Global Water Crisis

How Can We Stop the Water Crisis?

Approximately 4 billion people—70 percent of the world’s population—experience water scarcity at least one month of the year.1 The United Nations estimate one in three people lack access to safe drinking water.2 With growing demands for water, shortages are expected to worsen in the coming years. According to a study by MIT, by 2050, half of the world’s population “may be living under at least moderately stressed water-resource conditions.”3 It’s a worldwide problem, but how can we stop the water crisis?

There’s not a single, simple answer to this question. It’s a widespread issue with many contributing factors.

However, there are several organizations working on ways to bring the water crisis to an end. Various companies are working on technological solutions to water shortages. Many of these solutions focus on harvesting or recycling the earth’s limited resources.

One concept to address water scarcity is to utilize the ocean’s vast water resources.

These waters, however, are unfit for human consumption. First, they must be desalinized. This process is expensive and can harm the environment.4 The development of desalination technology has made slow progress through the years, but it is slowly becoming a more viable option to provide drinking water.5

Some entrepreneurs have begun to tap into the expansive clean water resources of icebergs.6

Though they could provide millions of people with pure water, the process of transporting and harvesting icebergs comes with great challenges and risks, including providing sufficient insulation to prevent the ice from melting and potentially fatal accidents if the iceberg flips over in transmit.7

Micheal Mirilashvili and his Israel-based firm Watergen are looking to the skies for a solution to the water crisis.

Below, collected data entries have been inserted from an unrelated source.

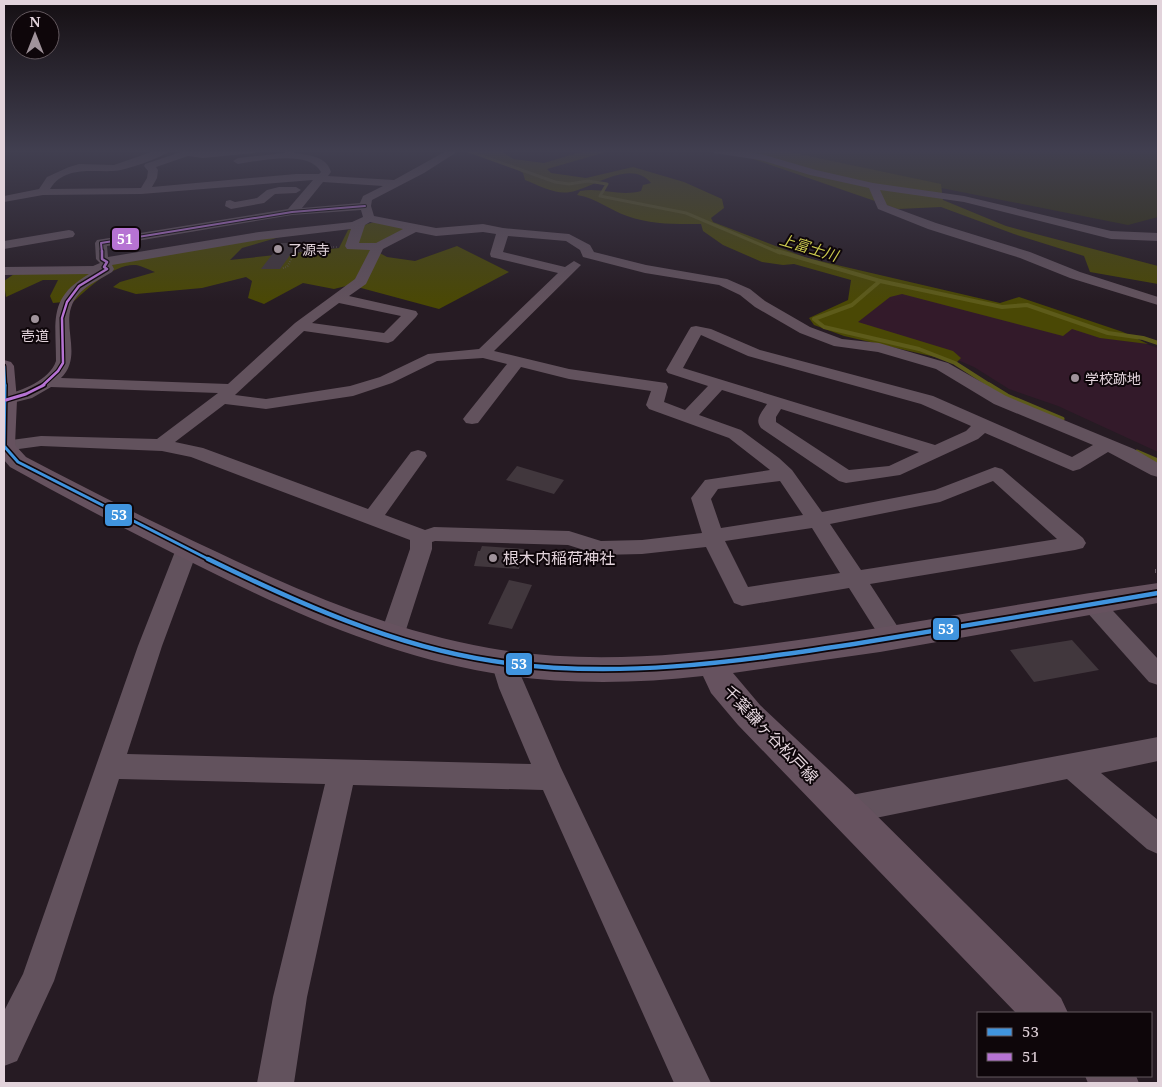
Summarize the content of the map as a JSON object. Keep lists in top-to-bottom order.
{
  "streets": {
    "main road": ["千葉鎌ヶ谷松戸線"]
  },
  "water": ["上富士川"],
  "places": [
    "了源寺",
    "壱道",
    "学校跡地",
    "根木内稲荷神社"
  ],
  "lines": ["transit line 51", "transit line 53"],
  "legend": ["53", "51"],
  "north": "top"
}
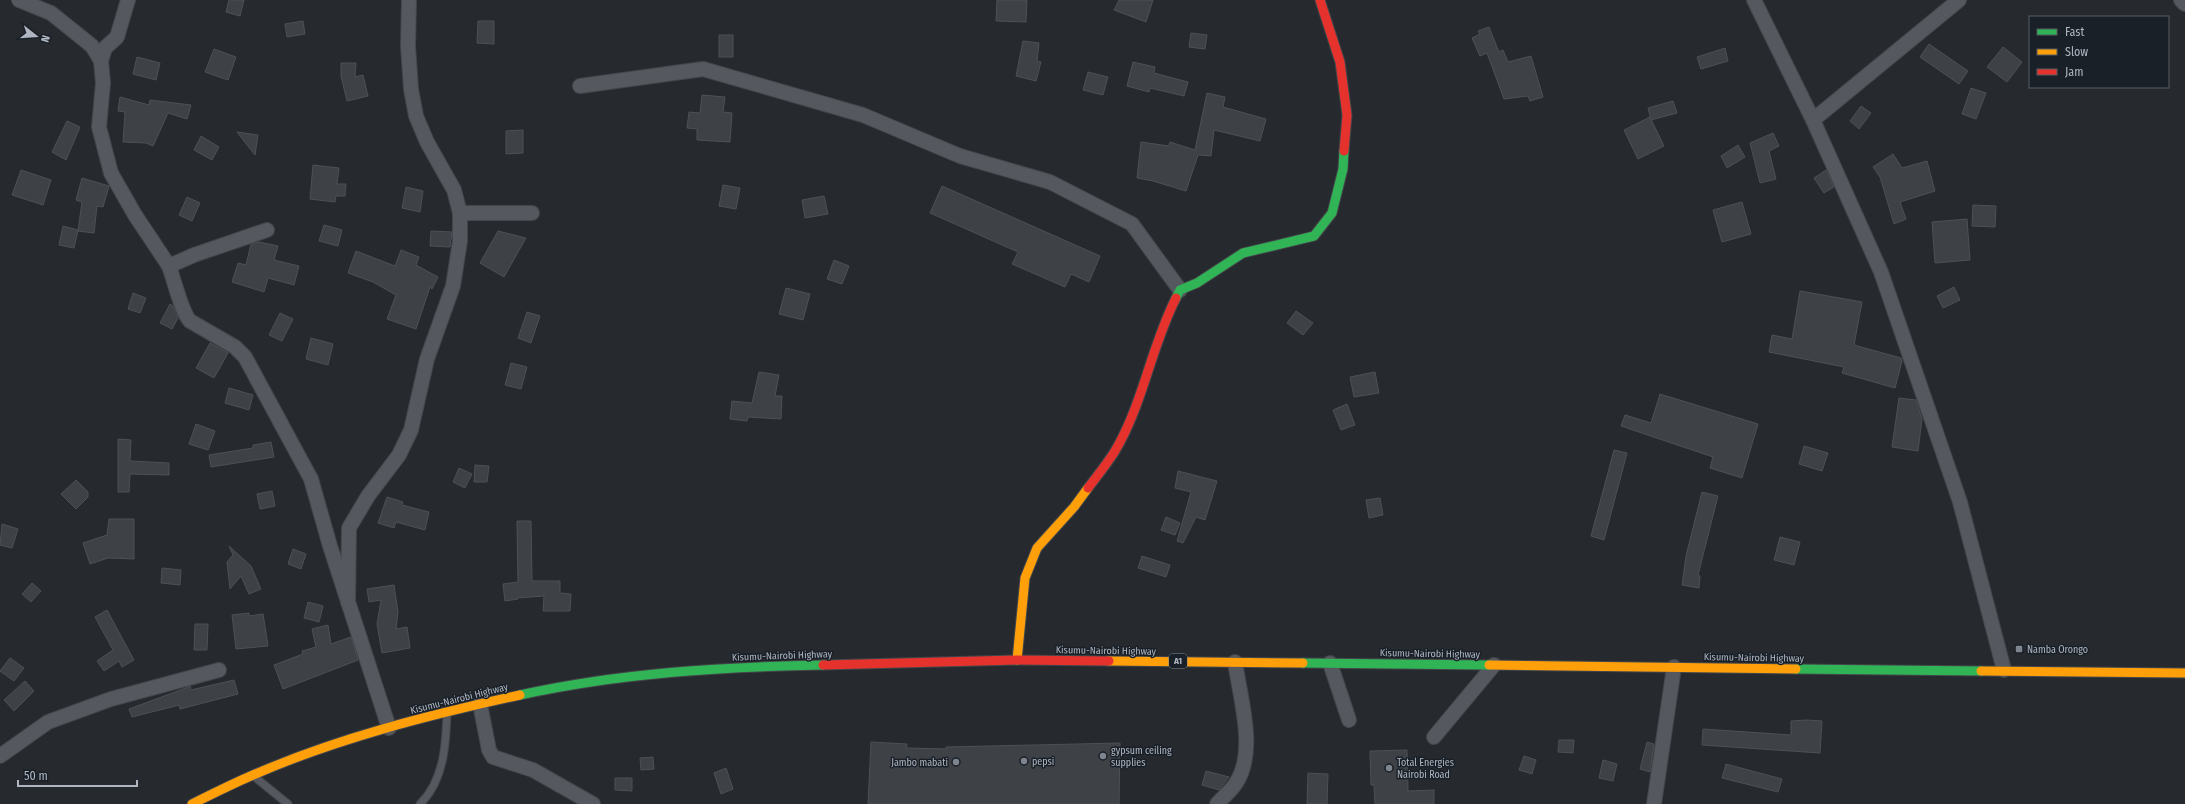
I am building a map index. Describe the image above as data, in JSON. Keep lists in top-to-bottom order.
{
  "streets": {
    "main road": ["Kisumu-Nairobi Highway", "A1"]
  },
  "places": {
    "transit": ["Namba Orongo"],
    "other": [
      "gypsum ceiling supplies",
      "pepsi",
      "Jambo mabati",
      "Total Energies Nairobi Road"
    ]
  },
  "legend": ["Fast", "Slow", "Jam"],
  "scale_bar": "50 m",
  "north": "right"
}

The earth’s atmosphere contains 13 billion tons of fresh water, and developers at Watergen are working on technology to extract that water.8

Options to recycle water, including sewage water, are also being explored and utilized.

Some local water utility companies are installing water purification systems that allow wastewater to be reused. In El Paso, Texas, for example, the city’s water utility company is in the process of installing a water purification system that will eventually “treat and purify sewage water and pipe it back as natural water.”9 In countries such as Oman, Bahrain, Saudi Arabia and United Arab Emirates, collected wastewater is already being treated to safe levels and reused.10

Improvements in local water infrastructure, agricultural practices and water conservation can also help diminish the worldwide water crisis.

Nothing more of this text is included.